Águeda Venegas de la Torre
Área académica de derecho y jurisprudencia

Acercarnos al estudio del cuerpo femenino es partir de que este es un producto cultural; en donde las funciones corporales que se consideran naturales en realidad son construcciones porque constituyen parte de las estructuras económicas, políticas y sociales.
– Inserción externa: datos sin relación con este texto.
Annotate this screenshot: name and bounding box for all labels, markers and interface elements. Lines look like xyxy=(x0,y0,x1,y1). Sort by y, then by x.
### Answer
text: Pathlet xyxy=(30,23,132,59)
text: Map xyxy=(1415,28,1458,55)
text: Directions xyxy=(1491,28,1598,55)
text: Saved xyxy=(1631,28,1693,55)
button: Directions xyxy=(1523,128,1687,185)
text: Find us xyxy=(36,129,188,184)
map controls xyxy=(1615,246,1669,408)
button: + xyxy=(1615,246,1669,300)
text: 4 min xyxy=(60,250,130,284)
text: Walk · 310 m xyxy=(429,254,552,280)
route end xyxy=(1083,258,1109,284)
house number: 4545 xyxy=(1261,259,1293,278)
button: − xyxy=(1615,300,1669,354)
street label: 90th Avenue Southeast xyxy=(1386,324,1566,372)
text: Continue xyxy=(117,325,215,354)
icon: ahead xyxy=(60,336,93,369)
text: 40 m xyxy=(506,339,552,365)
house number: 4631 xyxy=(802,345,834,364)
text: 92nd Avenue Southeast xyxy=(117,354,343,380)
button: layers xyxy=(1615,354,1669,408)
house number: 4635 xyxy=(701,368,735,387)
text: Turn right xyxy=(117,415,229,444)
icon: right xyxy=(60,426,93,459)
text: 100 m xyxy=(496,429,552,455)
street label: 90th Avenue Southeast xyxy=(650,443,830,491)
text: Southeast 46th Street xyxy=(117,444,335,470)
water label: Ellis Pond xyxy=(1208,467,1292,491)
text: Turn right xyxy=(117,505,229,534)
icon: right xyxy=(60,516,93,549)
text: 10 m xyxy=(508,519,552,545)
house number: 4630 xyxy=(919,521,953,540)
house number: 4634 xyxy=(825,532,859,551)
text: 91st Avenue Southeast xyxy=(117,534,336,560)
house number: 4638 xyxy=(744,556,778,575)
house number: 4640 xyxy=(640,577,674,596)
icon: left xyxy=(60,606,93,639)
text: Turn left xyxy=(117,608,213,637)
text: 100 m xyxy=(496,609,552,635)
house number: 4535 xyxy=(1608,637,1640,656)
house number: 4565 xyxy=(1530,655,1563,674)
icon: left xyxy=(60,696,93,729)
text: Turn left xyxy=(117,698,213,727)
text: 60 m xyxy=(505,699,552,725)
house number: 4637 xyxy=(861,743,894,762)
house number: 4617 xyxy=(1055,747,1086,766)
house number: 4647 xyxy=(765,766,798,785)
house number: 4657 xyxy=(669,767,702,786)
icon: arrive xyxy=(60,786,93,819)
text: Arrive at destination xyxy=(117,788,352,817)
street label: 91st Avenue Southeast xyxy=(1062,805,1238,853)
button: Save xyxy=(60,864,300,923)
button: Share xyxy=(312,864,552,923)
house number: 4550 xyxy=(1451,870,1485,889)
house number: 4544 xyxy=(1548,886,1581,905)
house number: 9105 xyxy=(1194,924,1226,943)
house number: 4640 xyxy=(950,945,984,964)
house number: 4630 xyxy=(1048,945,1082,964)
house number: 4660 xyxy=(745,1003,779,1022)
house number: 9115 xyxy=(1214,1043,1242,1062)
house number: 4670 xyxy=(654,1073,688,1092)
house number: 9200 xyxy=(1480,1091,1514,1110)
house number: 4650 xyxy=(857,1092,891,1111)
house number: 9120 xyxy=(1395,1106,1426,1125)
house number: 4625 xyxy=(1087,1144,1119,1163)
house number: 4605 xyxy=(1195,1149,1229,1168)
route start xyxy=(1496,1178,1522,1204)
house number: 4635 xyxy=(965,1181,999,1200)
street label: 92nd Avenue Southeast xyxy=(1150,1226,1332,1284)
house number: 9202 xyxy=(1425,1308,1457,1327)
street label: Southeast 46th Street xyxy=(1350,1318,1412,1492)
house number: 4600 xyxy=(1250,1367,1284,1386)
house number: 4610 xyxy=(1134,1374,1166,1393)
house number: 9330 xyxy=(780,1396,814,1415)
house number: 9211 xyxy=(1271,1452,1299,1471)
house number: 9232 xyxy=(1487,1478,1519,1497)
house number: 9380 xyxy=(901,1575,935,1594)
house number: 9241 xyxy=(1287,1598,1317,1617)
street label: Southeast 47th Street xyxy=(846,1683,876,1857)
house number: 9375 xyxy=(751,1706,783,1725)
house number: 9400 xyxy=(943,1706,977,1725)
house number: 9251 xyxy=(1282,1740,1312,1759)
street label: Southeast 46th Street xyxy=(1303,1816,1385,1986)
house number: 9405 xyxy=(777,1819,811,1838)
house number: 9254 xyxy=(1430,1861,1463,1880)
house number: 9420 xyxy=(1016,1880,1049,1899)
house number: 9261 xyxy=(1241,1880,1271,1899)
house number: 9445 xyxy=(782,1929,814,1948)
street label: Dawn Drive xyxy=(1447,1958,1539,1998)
En ese sentido el cuerpo femenino como una construcción cultural era parte, en el siglo XIX, del sistema patriarcal donde tenía un marcado rol de progenitora y ángel del hogar, para que cumpliera ese rol era sometido a una serie de mecanismos de poder, entre los que se encuentra la violencia en sus diferentes manifestaciones.

El uso de la violencia dentro del sistema patriarcal se justificaba por el derecho de corrección que tenía el esposo/padre sobre las mujeres a su cargo para educarlas, enderezarlas o reconducirlas a los parámetros aceptados. El derecho de corrección formaba parte de la autoridad masculina y sumisión femenina, y se requería cuando esta se mostraba transgresora de las estructuras culturales o sociales.

En expedientes judiciales sobre la violencia hacia las mujeres en el siglo XIX, se ubica que los hombres justificaban el uso de la violencia cuando, por un lado, “consideraban” que su autoridad era cuestionada y, por otro, cuando se ponía en entredicho el honor. En el primer caso, de acuerdo a las lógicas de la época las mujeres fueron disciplinadas para cumplir con su rol de obediencia y servicio hacia los hombres (padre-esposo), no debían cuestionar ni actuar en contra de su confinamiento porque estaban constantemente vigiladas por el Estado y la comunidad que había normalizado el lugar de aquéllas. No solo violentaban a las mujeres cuando cuestionaban la autoridad del esposo sino, además, cuando entraba en juego el honor. Para el hombre, el honor se entendía como la virtud y moralidad de la conducta personal y la preeminencia social, es decir, entrañaba la respetabilidad y el rango social, el comportamiento público decoroso o el éxito familiar. El honor masculino se hallaba estrechamente vinculado a la conducta de la mujer, por lo que se convirtió en depositaria de la honorabilidad de toda la familia. Por ello, la sumisión y recato que se consideraban como valores esencialmente femeninos implicaban que debían “obedecer” y ejercer su sexualidad con el hombre con quien había contraído matrimonio, se vinculaba a la vergüenza, el recatamiento sexual y la buena reputación; si faltaban a alguno de esos valores se procedía a hacer uso del derecho de corrección. Por la defensa del honor se ubican la mayoría de los casos de violencia marital que, generalmente, terminaban en la muerte.

Tradicionalmente se considera inmutable lo biológico y transformable lo cultural, sin embargo en relación al cuerpo femenino se ha visto históricamente que han persistido las prácticas sociales patriarcales y es más factible cambiar lo biológico-sexo. A un siglo de los casos de violencia sobre las mujeres que se estudian la realidad no ha cambiado. El estado continúa reproduciendo prácticas patriarcales y las mujeres se encuentran en una situación de subordinación.